Giró a su alrededor intentando encajar las piezas del rompecabezas.
Vio el vaso sobre la alfombra y entonces pequeños retazos de imágenes comenzaron a acudir a su cabeza. Recordaba estar hablando con Jessica, y que después ella le había servido un whisky… Miró con incredulidad la caja fuerte abierta, la bolsa con el dinero y las joyas, y la pequeña caja de sándalo con los dos anillos, Ayer y Mañana, sobre la mesa, junto a otras joyas que siempre solía llevar puestas Jessica.

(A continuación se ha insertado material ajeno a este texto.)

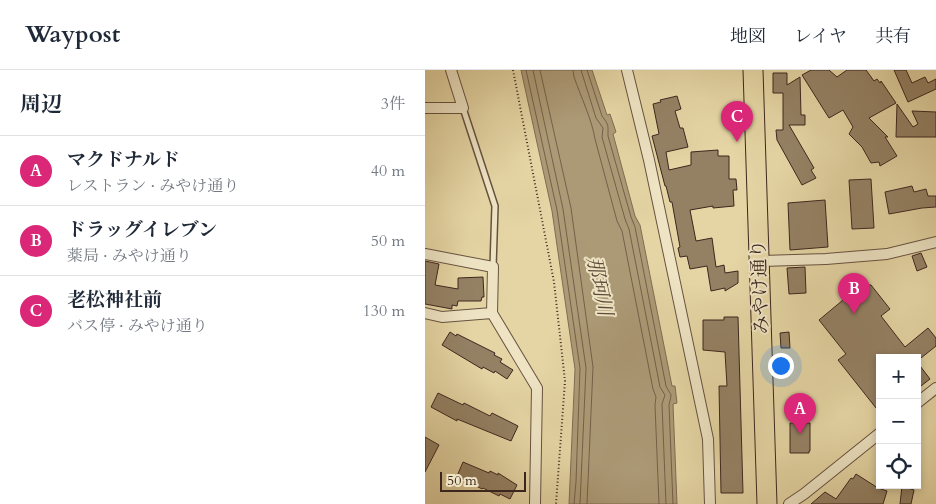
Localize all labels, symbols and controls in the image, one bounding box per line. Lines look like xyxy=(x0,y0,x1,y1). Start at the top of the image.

—¡Dios mío! —exclamó cuando su cerebro, que hasta ese momento se había negado a aceptar la realidad, encontró la explicación más posible a lo que había sucedido— Jess, no.
Al encajar por fin las piezas del puzzle, el hombre lloró como no lo había hecho desde la muerte de su madre, hacía ya muchos años. Y con lágrimas en los ojos, derramadas más por la pérdida de su amor que por el engaño del que acababa de despertar, tomó la cajita de madera y colocó de nuevo los anillos en su interior. Y mientras lo hacía, intentó no escuchar el susurro hipnótico de las joyas, que le pedían que se las pusiera. Era una pena que ya casi nadie comprendiese las lenguas muertas. Jess hubiese podido salvarse si hubiese leído la advertencia y hubiese entendido que no podía colocarse a Heri y a Cras en las manos al mismo tiempo. Ayer y Mañana eran unas joyas fabulosas que él mismo había utilizado para amasar su increíble fortuna, y que podían llevarte al pasado o a cualquiera de tus posibles futuros, pero nunca a ambos destinos a la vez sin que los poderosos vórtices que creaban te destrozasen el cuerpo.
Jess, la dulce Jess, nunca había tenido la más mínima posibilidad.